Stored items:
···

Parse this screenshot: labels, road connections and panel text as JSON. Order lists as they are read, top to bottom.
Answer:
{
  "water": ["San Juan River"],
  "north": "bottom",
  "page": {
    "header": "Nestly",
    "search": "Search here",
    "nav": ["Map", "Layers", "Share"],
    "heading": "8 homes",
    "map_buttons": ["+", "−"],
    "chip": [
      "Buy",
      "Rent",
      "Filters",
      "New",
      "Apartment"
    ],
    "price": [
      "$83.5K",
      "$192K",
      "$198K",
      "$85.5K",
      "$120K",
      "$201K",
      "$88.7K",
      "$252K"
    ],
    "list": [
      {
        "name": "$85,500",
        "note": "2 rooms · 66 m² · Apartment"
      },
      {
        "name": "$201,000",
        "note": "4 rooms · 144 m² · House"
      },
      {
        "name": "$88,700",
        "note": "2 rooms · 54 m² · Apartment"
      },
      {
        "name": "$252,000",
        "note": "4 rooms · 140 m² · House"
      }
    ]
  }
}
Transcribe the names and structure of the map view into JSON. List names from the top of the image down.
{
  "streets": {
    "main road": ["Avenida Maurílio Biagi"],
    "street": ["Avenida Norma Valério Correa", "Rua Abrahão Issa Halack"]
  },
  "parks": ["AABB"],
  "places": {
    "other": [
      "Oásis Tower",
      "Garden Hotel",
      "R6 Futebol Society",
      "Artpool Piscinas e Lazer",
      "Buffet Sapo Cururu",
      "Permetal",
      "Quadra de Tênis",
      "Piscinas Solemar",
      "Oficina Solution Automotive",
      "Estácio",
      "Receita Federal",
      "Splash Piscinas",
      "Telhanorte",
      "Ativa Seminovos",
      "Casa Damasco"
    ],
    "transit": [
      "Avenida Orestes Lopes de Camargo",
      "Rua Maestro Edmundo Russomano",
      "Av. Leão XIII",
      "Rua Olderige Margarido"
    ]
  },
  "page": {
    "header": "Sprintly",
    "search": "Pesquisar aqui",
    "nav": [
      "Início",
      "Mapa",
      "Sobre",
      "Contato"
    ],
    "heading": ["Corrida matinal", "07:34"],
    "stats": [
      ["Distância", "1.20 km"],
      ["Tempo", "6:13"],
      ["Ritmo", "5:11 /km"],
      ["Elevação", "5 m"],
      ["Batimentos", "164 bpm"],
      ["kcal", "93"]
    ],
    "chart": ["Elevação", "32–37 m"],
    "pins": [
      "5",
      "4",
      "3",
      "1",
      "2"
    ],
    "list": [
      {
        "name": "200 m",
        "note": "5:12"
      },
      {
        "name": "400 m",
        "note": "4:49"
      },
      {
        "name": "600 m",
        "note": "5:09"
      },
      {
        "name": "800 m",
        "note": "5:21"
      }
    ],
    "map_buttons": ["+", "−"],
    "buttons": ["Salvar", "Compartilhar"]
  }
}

···

Reproduce the data. Match each line exactly.

*Task solution*.
Parse this screenshot: labels, road connections and panel text as JSON. Order lists as they are read, top to bottom.
Answer:
{
  "water": ["San Juan River"],
  "north": "bottom",
  "page": {
    "header": "Nestly",
    "search": "Search here",
    "nav": ["Map", "Layers", "Share"],
    "heading": "8 homes",
    "map_buttons": ["+", "−"],
    "chip": [
      "Buy",
      "Rent",
      "Filters",
      "New",
      "Apartment"
    ],
    "price": [
      "$83.5K",
      "$192K",
      "$198K",
      "$85.5K",
      "$120K",
      "$201K",
      "$88.7K",
      "$252K"
    ],
    "list": [
      {
        "name": "$85,500",
        "note": "2 rooms · 66 m² · Apartment"
      },
      {
        "name": "$201,000",
        "note": "4 rooms · 144 m² · House"
      },
      {
        "name": "$88,700",
        "note": "2 rooms · 54 m² · Apartment"
      },
      {
        "name": "$252,000",
        "note": "4 rooms · 140 m² · House"
      }
    ]
  }
}
Transcribe the names and structure of the map view into JSON. List names from the top of the image down.
{
  "streets": {
    "main road": ["Avenida Maurílio Biagi"],
    "street": ["Avenida Norma Valério Correa", "Rua Abrahão Issa Halack"]
  },
  "parks": ["AABB"],
  "places": {
    "other": [
      "Oásis Tower",
      "Garden Hotel",
      "R6 Futebol Society",
      "Artpool Piscinas e Lazer",
      "Buffet Sapo Cururu",
      "Permetal",
      "Quadra de Tênis",
      "Piscinas Solemar",
      "Oficina Solution Automotive",
      "Estácio",
      "Receita Federal",
      "Splash Piscinas",
      "Telhanorte",
      "Ativa Seminovos",
      "Casa Damasco"
    ],
    "transit": [
      "Avenida Orestes Lopes de Camargo",
      "Rua Maestro Edmundo Russomano",
      "Av. Leão XIII",
      "Rua Olderige Margarido"
    ]
  },
  "page": {
    "header": "Sprintly",
    "search": "Pesquisar aqui",
    "nav": [
      "Início",
      "Mapa",
      "Sobre",
      "Contato"
    ],
    "heading": ["Corrida matinal", "07:34"],
    "stats": [
      ["Distância", "1.20 km"],
      ["Tempo", "6:13"],
      ["Ritmo", "5:11 /km"],
      ["Elevação", "5 m"],
      ["Batimentos", "164 bpm"],
      ["kcal", "93"]
    ],
    "chart": ["Elevação", "32–37 m"],
    "pins": [
      "5",
      "4",
      "3",
      "1",
      "2"
    ],
    "list": [
      {
        "name": "200 m",
        "note": "5:12"
      },
      {
        "name": "400 m",
        "note": "4:49"
      },
      {
        "name": "600 m",
        "note": "5:09"
      },
      {
        "name": "800 m",
        "note": "5:21"
      }
    ],
    "map_buttons": ["+", "−"],
    "buttons": ["Salvar", "Compartilhar"]
  }
}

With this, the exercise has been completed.